If the cops get involved that's a different story.
Separately I wonder how many people in Clacton will know that if they vote for Farage they will be voting again later this year after that recall petition gets the signatures following Farage’s actual punishment
Sometimes they’re simply saying, “The circumstances have changed. I’ll let my constituents decide.”
Ultimately the MP isn’t appointing themselves back into office. They’re asking the electorate to do it. If voters think it’s a cynical stunt they can vote them out.

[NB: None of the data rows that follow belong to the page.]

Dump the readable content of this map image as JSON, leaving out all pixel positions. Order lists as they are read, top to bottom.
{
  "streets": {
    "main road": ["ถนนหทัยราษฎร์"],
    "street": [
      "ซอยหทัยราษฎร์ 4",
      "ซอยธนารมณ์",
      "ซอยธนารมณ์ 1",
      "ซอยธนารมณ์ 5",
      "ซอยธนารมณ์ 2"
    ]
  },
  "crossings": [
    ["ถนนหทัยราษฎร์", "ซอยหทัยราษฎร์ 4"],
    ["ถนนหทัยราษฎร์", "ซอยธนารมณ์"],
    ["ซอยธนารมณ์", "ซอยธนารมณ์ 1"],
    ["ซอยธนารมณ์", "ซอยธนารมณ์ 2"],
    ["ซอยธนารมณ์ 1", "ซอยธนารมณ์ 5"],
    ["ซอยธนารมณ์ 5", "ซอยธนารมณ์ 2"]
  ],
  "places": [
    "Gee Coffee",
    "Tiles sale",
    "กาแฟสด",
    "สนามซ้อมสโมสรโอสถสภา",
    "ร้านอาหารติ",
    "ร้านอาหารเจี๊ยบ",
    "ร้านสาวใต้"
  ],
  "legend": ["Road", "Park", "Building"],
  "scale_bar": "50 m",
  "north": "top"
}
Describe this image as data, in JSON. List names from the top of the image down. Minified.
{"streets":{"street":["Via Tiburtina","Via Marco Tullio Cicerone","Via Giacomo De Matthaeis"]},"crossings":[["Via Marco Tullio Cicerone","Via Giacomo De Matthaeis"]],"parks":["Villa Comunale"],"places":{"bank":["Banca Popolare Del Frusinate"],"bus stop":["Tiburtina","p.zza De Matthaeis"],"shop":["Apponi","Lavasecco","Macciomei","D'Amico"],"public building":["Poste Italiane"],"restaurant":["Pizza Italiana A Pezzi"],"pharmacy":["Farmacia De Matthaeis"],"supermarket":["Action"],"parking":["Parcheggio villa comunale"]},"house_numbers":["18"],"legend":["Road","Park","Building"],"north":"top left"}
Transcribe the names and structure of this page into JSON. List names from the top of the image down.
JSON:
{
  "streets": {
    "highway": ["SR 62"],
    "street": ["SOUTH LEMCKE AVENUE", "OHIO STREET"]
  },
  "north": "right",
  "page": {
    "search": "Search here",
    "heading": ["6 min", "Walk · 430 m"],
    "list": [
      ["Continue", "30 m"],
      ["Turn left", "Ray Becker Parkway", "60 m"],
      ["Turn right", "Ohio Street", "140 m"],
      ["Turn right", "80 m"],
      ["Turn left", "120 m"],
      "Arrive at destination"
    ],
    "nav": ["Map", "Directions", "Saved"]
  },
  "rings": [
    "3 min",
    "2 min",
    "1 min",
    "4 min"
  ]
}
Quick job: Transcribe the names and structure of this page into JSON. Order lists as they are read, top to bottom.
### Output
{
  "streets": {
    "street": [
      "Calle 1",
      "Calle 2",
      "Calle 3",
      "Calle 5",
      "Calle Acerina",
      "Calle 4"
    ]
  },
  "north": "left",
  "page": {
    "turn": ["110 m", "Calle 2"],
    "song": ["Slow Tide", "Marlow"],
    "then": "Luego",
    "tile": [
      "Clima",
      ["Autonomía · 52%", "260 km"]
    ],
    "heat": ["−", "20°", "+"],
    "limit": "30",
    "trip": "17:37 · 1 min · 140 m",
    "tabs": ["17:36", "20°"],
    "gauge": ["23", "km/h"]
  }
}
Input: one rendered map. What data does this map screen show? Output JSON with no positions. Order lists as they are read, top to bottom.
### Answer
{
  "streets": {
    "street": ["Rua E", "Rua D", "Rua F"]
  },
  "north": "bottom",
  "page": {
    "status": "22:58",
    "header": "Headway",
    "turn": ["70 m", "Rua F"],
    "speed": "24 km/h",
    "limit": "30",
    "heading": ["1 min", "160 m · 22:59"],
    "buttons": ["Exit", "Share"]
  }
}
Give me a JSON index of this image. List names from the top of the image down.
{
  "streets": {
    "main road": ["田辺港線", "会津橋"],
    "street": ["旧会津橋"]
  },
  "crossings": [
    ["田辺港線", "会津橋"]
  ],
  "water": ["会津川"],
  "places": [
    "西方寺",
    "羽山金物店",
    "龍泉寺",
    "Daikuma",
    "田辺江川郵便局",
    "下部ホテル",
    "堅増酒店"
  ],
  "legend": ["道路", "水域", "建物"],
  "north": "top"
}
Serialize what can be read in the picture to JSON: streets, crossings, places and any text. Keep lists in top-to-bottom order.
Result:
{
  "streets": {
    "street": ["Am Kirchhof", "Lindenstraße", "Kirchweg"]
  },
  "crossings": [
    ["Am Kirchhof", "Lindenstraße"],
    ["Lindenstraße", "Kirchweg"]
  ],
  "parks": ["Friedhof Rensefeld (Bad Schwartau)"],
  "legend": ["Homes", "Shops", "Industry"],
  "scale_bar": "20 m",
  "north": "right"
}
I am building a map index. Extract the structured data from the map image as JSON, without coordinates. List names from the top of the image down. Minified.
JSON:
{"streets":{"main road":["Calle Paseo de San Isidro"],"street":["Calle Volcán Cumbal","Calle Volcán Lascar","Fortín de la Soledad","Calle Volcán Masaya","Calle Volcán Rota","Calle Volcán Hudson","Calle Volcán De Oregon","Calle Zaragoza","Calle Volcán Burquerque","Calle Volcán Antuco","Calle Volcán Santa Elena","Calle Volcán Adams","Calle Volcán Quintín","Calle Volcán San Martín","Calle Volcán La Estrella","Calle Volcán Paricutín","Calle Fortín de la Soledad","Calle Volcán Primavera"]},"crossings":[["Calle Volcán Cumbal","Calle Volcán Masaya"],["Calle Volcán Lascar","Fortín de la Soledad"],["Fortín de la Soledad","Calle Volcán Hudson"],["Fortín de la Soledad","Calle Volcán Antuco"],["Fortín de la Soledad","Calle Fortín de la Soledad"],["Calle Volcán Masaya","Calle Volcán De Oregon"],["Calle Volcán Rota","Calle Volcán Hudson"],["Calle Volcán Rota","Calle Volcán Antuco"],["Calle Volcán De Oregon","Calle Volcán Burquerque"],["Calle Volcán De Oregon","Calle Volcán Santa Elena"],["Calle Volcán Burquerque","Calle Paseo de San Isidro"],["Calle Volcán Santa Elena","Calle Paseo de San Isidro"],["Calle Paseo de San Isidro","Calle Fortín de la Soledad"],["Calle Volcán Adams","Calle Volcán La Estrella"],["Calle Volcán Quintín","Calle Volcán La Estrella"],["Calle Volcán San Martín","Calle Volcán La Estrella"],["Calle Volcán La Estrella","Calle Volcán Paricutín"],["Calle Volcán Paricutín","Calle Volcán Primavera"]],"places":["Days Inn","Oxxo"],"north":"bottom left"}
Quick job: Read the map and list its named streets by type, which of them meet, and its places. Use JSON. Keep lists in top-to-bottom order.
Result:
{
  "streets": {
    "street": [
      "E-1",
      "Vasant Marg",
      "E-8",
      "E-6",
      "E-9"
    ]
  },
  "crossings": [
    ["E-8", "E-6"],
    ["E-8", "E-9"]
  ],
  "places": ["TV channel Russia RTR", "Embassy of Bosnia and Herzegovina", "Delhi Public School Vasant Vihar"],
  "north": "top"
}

I’m talking about the general constitutional principle here, not this particular case. Whether Farage’s resignation is a principled appeal to the electorate or a political stunt is a separate question**. As a general rule, though, I don’t think someone who resigns should automatically be barred from seeking a fresh mandate from the very people they were elected to represent.
**it's clearly a stunt
Andy Burnham, okay to resign mayoralty.
Nigel Farage, not okay to resign seat.
https://www.bbc.co.uk/news/articles/crel4rj801do
They speak of little else on the streets of Clacton.
Etc, etc...
Resignations are rare, and resigning specifically to seek an immediate fresh mandate is rarer still. I don’t really see the case for introducing a constitutional prohibition to deal with an edge case.
If voters think someone’s taking the mick, they have a very effective remedy available at the ballot box.
I could resign from my job and then apply for the vacancy created. It would be bloody silly, but we don’t have a law against it. Likewise, I don’t think the answer is to have a law against an MP resigning and then seeking re-election. Not every problem in life is solved by introducing more regulation.
Andy Burnham, resigning because he wants new job
Nigel Farage, resigning just to get old job back
If you can't see which of the above three is not normal behaviour then you really are living in a bubble.
And he’s did that in the hope that he could avoid a second by-election after those gory details are published
And because everyone saw through him he now gets to spend 4 weeks campaigning against a joke candidate who will know how to wing him up and make Farage into a bigger joke than he already is
We understand why some residents have raised concerns about fly-tipping, but there is no evidence that introducing charges for excess DIY waste leads to an increase.
Yes there is you fucking imbecile. The ginormous increase in the amount of fly tipping.
https://www.bbc.co.uk/news/articles/cwy040xxz43o
As I said to @bondegezou I do think the suggestion is arguable. But I would go for "You resign - you go. You were elected for a parliament. Don't mess people around. Elections aren't there for your personal whim."
If you notice Andy Burnhams approach in the by-election, he spent virtually no time talking about Farage or Reform, rather just stuck to his own tightly controlled narrative about the system not working for people, I am here to change that, and left Reform to shout into the void about fake stories of churchs becoming mosques.
For cricket, this is already kind of de facto the situation.
In principle I would for rugby - though losing three of the top ten teams internationally would weaken rugby union as an international sport.
The last time I looked - back in the pre-Sky era - we competed as Great Britain in rugby league, and I would obviously very much like to go back to that.